Pour les initiateurs de cette « occupation » peu à peu légitimée par une convention en bonne et due forme, ce fut une belle aventure accompagnée de rudes moments de solitude et d’inventions autour de Christian Bezol, André Allemand, Jean et Michèle Bouvet, Josette Bourgeois et de tant d’autres encore là pour témoigner de ces temps où rien ne semblait impossible. Et les pauvres étaient chez eux dans ce lieu, sous le regard attentif de quelques-uns de nos responsables ecclésiaux : Mgr Polge, Mgr Bouchex, Mgr Cattenoz. Au bout d’une saison de grandes inondations, le collectif avait fini par déménager (sous la pression des assurances) pour aller s’installer dans le quartier Saint Jean, à Avignon. Une grande page de l’histoire de l’accueil des personnes en grande difficulté se tourne. Souhaitons que les plus pauvres ne soient pas exclus pour autant de la préoccupation de l’Eglise en séjour à Avignon.
Plus ça va, moins cela semble aller de soi. Chaque année renforce le sentiment qu’une forme de fragilité s’installe durablement. Cela se manifeste par le déficit chronique qui grève notre budget de fonctionnement. Autour de 30.000 € chaque année depuis de plusieurs années. Et l’augmentation du coût des énergies (essence, électricité) et des autres matières premières alimentaires n’arrangera rien.
Les institutions font ce qu’elles peuvent et une surveillance plus stricte des dépenses s’effectue depuis quelques temps. Mais depuis quelque temps, vos dons sont en diminution. Il y a là un signal à ne pas négliger, parce qu’ils soutiennent notre fonctionnement.
Nous relançons donc un appel : plus que jamais nous avons besoin de tous, particuliers, entreprises (dans le cadre de la Responsabilité Sociétale et Environnementale ?), fondations, Fonds de dotation, pour tenter de résoudre la question de cette perte récurrente.

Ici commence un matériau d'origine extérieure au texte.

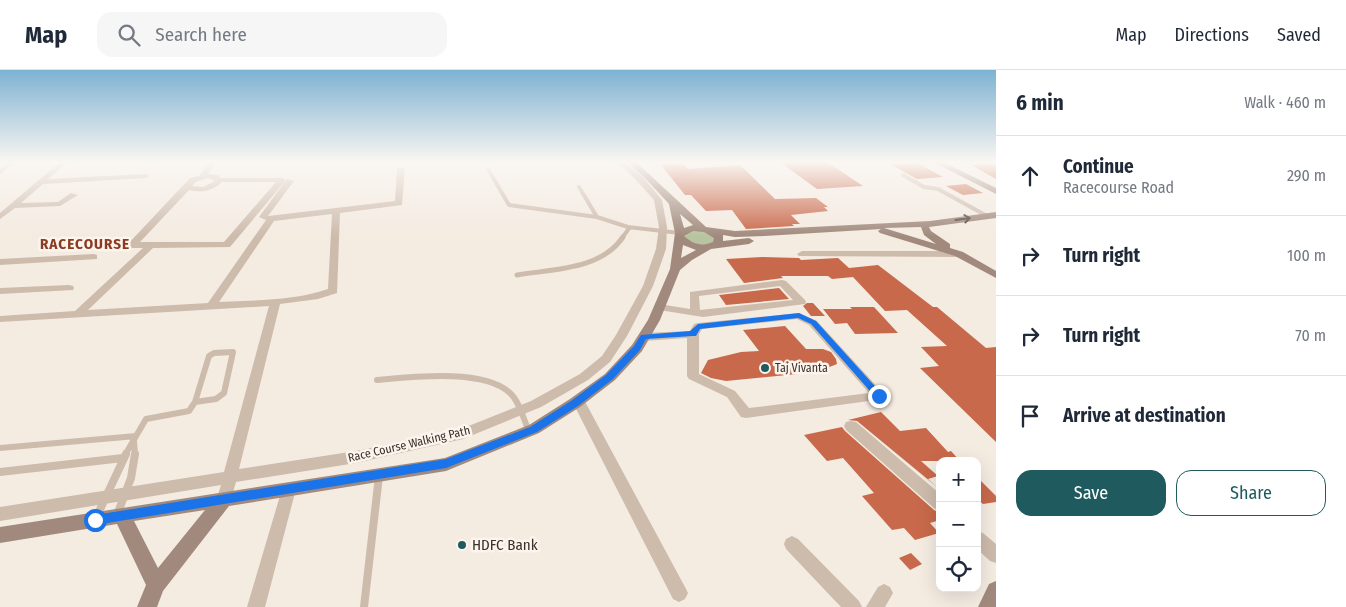 <!DOCTYPE html>
<html lang="en">
<head>
<meta charset="utf-8">
<style>
  body { margin:0; font-family:"Fira Sans Condensed",sans-serif; background:#f6f6f7; color:#1f2937 }
  .controls { position:absolute; right:15px; bottom:15px; display:grid; overflow:hidden; border-radius:10px; box-shadow:0 5px 20px #0002 }
  .controls button { width:45px; height:45px; display:grid; place-items:center; padding:0; border:0; border-bottom:1px solid #e0e1e3; background:#fff; color:#1f2937; font:25px sans-serif }
  .stop { position:absolute; width:15px; height:15px; margin:-11px; border:4px solid #1a73e8; border-radius:50%; background:#fff }
  .stop.end { background:#1a73e8; border-color:#fff; box-shadow:0 1px 5px #0008 }
  .list { margin:0; padding:0; list-style:none }
  h2 { display:flex; justify-content:space-between; align-items:center; height:65px; margin:0; padding:0 20px; font-size:21px }
  h2 small { font-size:16px; font-weight:400; color:#747a83 }
  .list li { display:grid; grid-template-columns:32px 1fr auto; gap:15px; align-items:center; box-sizing:border-box; height:80px; padding:0 20px; border-top:1px solid #e0e1e3 }
  .list b { display:block; font-size:19px; white-space:nowrap }
  .list p { margin:0; font-size:16px; white-space:nowrap; color:#747a83 }
  .list em { font-size:16px; font-style:normal; color:#747a83 }
  .actions { display:flex; gap:10px; padding:15px 20px }
  .actions a { flex:1; padding:11px 0; border:1px solid #1f5a5e; border-radius:15px; text-align:center; font-size:18px; color:#1f5a5e }
  .actions .main { background:#1f5a5e; color:#fff }
  .icon { flex:none; width:28px; height:28px; fill:none; stroke:currentColor; stroke-width:2; stroke-linecap:round; stroke-linejoin:round }
  .map { position:relative; flex:none; width:996px; height:537px; overflow:hidden }
  header { display:flex; align-items:center; gap:30px; box-sizing:border-box; height:70px; padding:0 25px; background:#fff; border-bottom:1px solid #e0e1e3 }
  header strong { font-size:24px }
  nav { display:flex; gap:28px; margin-inline-start:auto; font-size:18px }
  .search { width:350px; height:45px; background:#f6f6f7; display:flex; align-items:center; gap:12px; box-sizing:border-box; padding:0 18px; border-radius:15px; color:#747a83; font-size:19px }
  main { display:flex }
  aside { flex:1; background:#fff }
  .map>svg:first-child { display:block }
  .green { fill:#b8c4a0 }
  .building { fill:#c8694b }
  .lines { fill:none; stroke-linecap:round; stroke-linejoin:round }
  .lane-far3 { stroke:#cdbbac; stroke-width:4 }
  .lane-far2 { stroke:#cdbbac; stroke-width:5 }
  .lane-far1 { stroke:#cdbbac; stroke-width:6 }
  .lane { stroke:#cdbbac; stroke-width:8 }
  .street { fill:#cdbbac; fill-rule:evenodd }
  .secondary { fill:#a18a7d; fill-rule:evenodd }
  .oneway { stroke:#544640 }
  .route { fill:#1a73e8 }
  .poi-dot { fill:#1f5a5e; stroke:#fbf5ee; stroke-width:2 }
  .labels { text-anchor:middle; stroke-width:5; stroke-linejoin:round; paint-order:stroke }
  .poi-label { font-size:12px; fill:#3b302b; stroke:#fbf5ee; text-anchor:start }
  .street-label { font-size:12px; fill:#3b302b; stroke:#fbf5ee }
  .far-district-label { font-size:15px; font-weight:bold; letter-spacing:1px; fill:#8c3b22; stroke:#fbf5ee }
  .near-poi-label { font-size:15px; fill:#3b302b; stroke:#fbf5ee; text-anchor:start }
</style>
</head>
<body>
<header>
<strong>Map</strong>
<div class="search"><svg class="icon" aria-label="search" viewBox="0 0 24 24"><circle cx="10" cy="10" r="6"/><path d="M15 15l6 6"/></svg>Search here</div>
<nav><a>Map</a><a>Directions</a><a>Saved</a></nav>
</header>
<main>
<div class="map">
<svg width="996" height="537" viewBox="0 0 996 537">
  <rect width="100%" height="100%" fill="#f4ebe1"/>
  <path class="green" d="M698,159l18,8 -3,7 -15,1 -15,-8 1,-5z"/>
  <path class="building" d="M780,92h47l36,24 -46,3z
    M682,93l6,6 52,-4 35,34 41,-1 12,9h-4l4,4 -37,4 9,9h-8l2,2 -48,3 -14,-19 -26,1 -15,-16h-6l-24,-30z
    M917,93l26,14 -26,2 -27,-15z
    M996,94v15l-25,-14z
    M966,114l17,9 -20,2 -17,-9z
    M762,187l37,1 2,2 37,-2 11,10 29,-3 55,42h4l49,41 10,-1v95l-76,-74 19,-2 -18,-19 26,-1 -40,-36 -22,1 -32,-34 -21,2 -4,-3h-47l2,2 -39,5 -18,-24z
    M779,218l10,11 -63,6 -7,-10z
    M807,233h6l12,13h-14l-8,-10z
    M850,237h24l24,26 -43,1 -8,-11 -12,1 -12,-15h29z
    M785,256l21,23h17l8,3 5,7 1,5 -20,8 -91,9 -15,-3 -10,-5 7,-13 33,-8 18,-1 -16,-21z
    M881,342l19,19 26,-3 22,24 3,-1 9,10h-39l17,15 -10,3 9,8 -80,-66 -9,-1z
    M842,357l3,4 89,79 6,3v7l-10,3 9,10 -24,7 -11,-12 -12,2 -30,-34 12,-3 -31,-35 -16,3 -23,-26z
    M977,407l19,19v6l-13,2 -6,-5z
    M911,483l11,11 -12,6 -11,-12z"/>
  <g class="lines">
    <path class="lane-far3" d="M488,99l21,36 88,12 31,10 52,6
      M0,102l12,-10
      M903,105l21,12 14,2 49,27
      M579,117l18,30
      M622,168l8,-11"/>
    <path class="lane-far2" d="M517,205c36,-6 84,-5 106,-38"/>
    <path class="lane-far1" d="M233,282l-9,41 -8,6 -21,3 14,-46 5,-3z
      M377,310c34,-3 107,-12 133,13 10,9 13,26 19,38
      M134,371l1,14
      M0,378l136,-12
      M125,385l21,-36 43,-8 6,-9"/>
    <path class="lane" d="M0,402l123,-14
      M117,445l14,-37 4,-24
      M96,448l30,-64
      M364,537l15,-131"/>
    <path class="street" d="M60,92h8l-20,17 98,-5 4,2 -4,2 -103,6 -22,19 37,-1 13,-9 7,2 -18,11 -45,2 -15,11v-6z
      M209,92h7l-8,12 11,1 1,3h62l4,2 -56,67 -77,1 -65,62 120,-7 58,-83 -7,-3 28,-38 7,2 -26,35 127,-15 2,-32 4,-2 4,2 -3,36 -62,8 -3,80 -19,6 -38,5 -41,165 117,-18 105,-22 70,-28 49,-27 22,-18 14,-21 27,-49 13,-37 3,-22 -5,-27 -17,-19 -20,-19h7l19,15 19,23 5,27 -1,22 -13,37 -26,50 -17,26 -22,18 -47,27 -78,32 -107,24 -120,19 -6,21 -5,2 -5,-2 -3,-5 4,-13 -221,36v-14l224,-35 45,-166 -269,16v-6l75,-5 68,-63h-11l-5,-3 63,-67 9,-2zM208,108l7,3 -12,6 -11,-1 4,-4zM222,112h54l-52,60h-84l49,-52c12,3 24,1 33,-8zM332,144l-4,75c-34,12 -73,11 -109,13l55,-81z
      M802,181h157l5,3 -5,3 -160,-1 -2,-2z
      M94,184l3,1v4l-97,6v-6z
      M782,210l4,1 19,19 1,2 -1,2 -102,13 -44,-7 -5,-3 5,-3 31,5v-17zM780,216l13,14 -93,10 -1,-14z
      M69,215l4,1 1,2 -1,2 -73,4v-6z
      M799,243l18,8 66,72 2,3 -2,3 -137,19 -5,-1 -14,-20 -38,-18 -2,-3v-38l-43,3 -6,-4 6,-4 46,-2 4,-7 4,-1zM797,249l12,6 60,68 -120,15 -14,-17 -36,-17v-40l3,-5z
      M578,326l5,2 102,189 3,6 -3,6 -6,3 -6,-3 -101,-198 1,-3z
      M851,351l5,1 84,72v17l-5,-2 -89,-79 -2,-4 2,-4z
      M289,413l5,1 2,5 -31,118h-18l35,-118 2,-5z
      M977,461l6,2 13,11v19l-6,-2 -13,-12z
      M792,466l6,3 61,62 3,6h-21l-55,-58 -2,-5 2,-5z
      M884,514l6,3 3,6 -8,14h-19l12,-20z"/>
    <path class="secondary" d="M627,92h9l70,65 29,4 195,-10 66,-9v6l-67,9 2,4 19,13v4l13,4 33,19v7l-41,-22 -75,-23 -2,-2 3,-2 -117,7 -29,1 -12,-2v6l26,-3 5,3 -5,3 -38,5 -19,11 -12,10 -20,50 -18,31 -27,29 -35,27 -41,26 -93,38 -217,35 -66,85 -6,16h-20l9,-22 -29,-61 -117,19v-16l445,-69 84,-33 41,-26 35,-25 27,-29 16,-25 22,-51 5,-36 -6,-29 -24,-26zM680,144l13,11 -9,3zM921,157l3,8 12,9 -52,-16zM693,161l11,1 10,6 -1,4c-11,5 -20,2 -29,-6zM683,175l13,5 -15,8zM205,440l-47,58 -24,-47z
      M933,92h10l53,26v6z
      M996,511v26h-18l11,-23z"/>
  </g>
  <defs><path id="oneway-shaft" d="M-6 0H5M1.5-3L5.5 0L1.5 3" fill="none" stroke-width="1.6" stroke-linecap="round" stroke-linejoin="round" transform="scale(1.25)"/></defs>
  <use class="oneway" href="#oneway-shaft" transform="translate(963 149) rotate(-8)"/>
  <linearGradient id="sky" x2="0" y2="1"><stop stop-color="#7eb2d2"/><stop offset="0.55" stop-color="#faf6f2"/><stop offset="1" stop-color="#faf6f2" stop-opacity="0"/></linearGradient>
  <rect width="996" height="167" fill="url(#sky)"/>
  <path class="route" d="M799,243l17,8 66,73v4h-6l-65,-74 -13,-6 -98,11 -4,7h-3l-47,3 -6,11 -27,29 -35,27 -41,26 -91,36 -351,57 -4,-1 -1,-4 1,-4 4,-1 351,-56 84,-32 41,-26 35,-26 28,-29 7,-11 49,-4 8,-7z"/>
  <g class="poi-dot">
    <circle cx="765" cy="298" r="5"/>
    <circle cx="462" cy="475" r="5"/>
  </g>
  <g class="labels">
    <g class="poi-label">
      <text x="775" y="302">Taj Vivanta</text>
    </g>
    <g class="street-label">
      <text transform="translate(409 374) rotate(-13)" y="4">Race Course Walking Path</text>
    </g>
    <g class="far-district-label">
      <text x="85" y="179">RACECOURSE</text>
    </g>
    <g class="near-poi-label">
      <text x="472" y="480">HDFC Bank</text>
    </g>
  </g>
</svg>
<div class="controls">
<button>+</button>
<button>−</button>
<button><svg class="icon" aria-label="locate" viewBox="0 0 24 24"><circle cx="12" cy="12" r="6"/><path d="M12 2v4M12 18v4M2 12h4M18 12h4"/></svg></button>
</div>
<div class="stop" style="left:95px;top:450px"></div>
<div class="stop end" style="left:879px;top:326px"></div>
</div>
<aside>
<h2>6 min<small>Walk · 460 m</small></h2>
<ul class="list">
<li><svg class="icon" aria-label="ahead" viewBox="0 0 24 24"><path d="M12 20V5M6 11l6-6 6 6"/></svg><div><b>Continue</b><p>Racecourse Road</p></div><em>290 m</em></li>
<li><svg class="icon" aria-label="right" viewBox="0 0 24 24"><path d="M7 20v-9h11M14 6l5 5-5 5"/></svg><div><b>Turn right</b></div><em>100 m</em></li>
<li><svg class="icon" aria-label="right" viewBox="0 0 24 24"><path d="M7 20v-9h11M14 6l5 5-5 5"/></svg><div><b>Turn right</b></div><em>70 m</em></li>
<li><svg class="icon" aria-label="arrive" viewBox="0 0 24 24"><path d="M6 21V4h12l-3 4 3 4H6"/></svg><div><b>Arrive at destination</b></div></li>
</ul>
<div class="actions"><a class="main">Save</a><a>Share</a></div>
</aside>
</main>
</body>
</html>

De la part de Guillemette et John, nous avons reçu cette belle lettre : « Nous avons été si bien reçus, nous visiteurs, au Mas de Carles que je voudrais dire : merci à tous ! Ce n’est pas la première fois que nous venons. Grâce à Mamadou, cette fois, nous étions invités à déjeuner. Nous avons eu le temps de parler un peu avec les uns et les autres (Jean-Marc, Hélène, Moussa, Mathieu…), dialoguer aussi avec les arbres, les fleurs et les oiseaux (concert de mésanges charbonnières, une geai nous a salués : a-t-il deviné que je suis ornithologue amateur ?)… Nous sommes fiers d’être les amis de Mamadou depuis 2017. J’ai donné pour vous, par son intermédiaire, le petit livre Terre d’humanité, un chœur pour Mimmo. Il s’agit de faire circuler les informations, mettre en relation des gens de cœur : cela donne de l’espoir. Nous sommes repartis avec Une terre, des hommes, témoignages d’une grande richesse, incitation à la bienveillance qui éclaire sur le sens… Nous ne sommes plus assez jeunes pour le jardinage. Désormais c’est plutôt la contemplation, comme celle de ce fruit qui, à lui tout seul, est une promesse, une planète, un soleil.
Merci à tous. »
Et merci à vous pour ce beau témoignage.
Une très bonne nouvelle pour conclure cette vie au Mas. Fred, qui avait souhaité prendre du temps pour se préparer à une sortie digne de la maison, vient de quitter le Mas pour aller habiter à Rochefort. Depuis plusieurs mois il avait trouvé un travail de conducteur d’engins de carrière. Le temps à Carles lui a permis de mettre quelque argent de côté pour ce moment. Merci à lui pour sa présence et belle route pour poursuivre son chemin d’homme.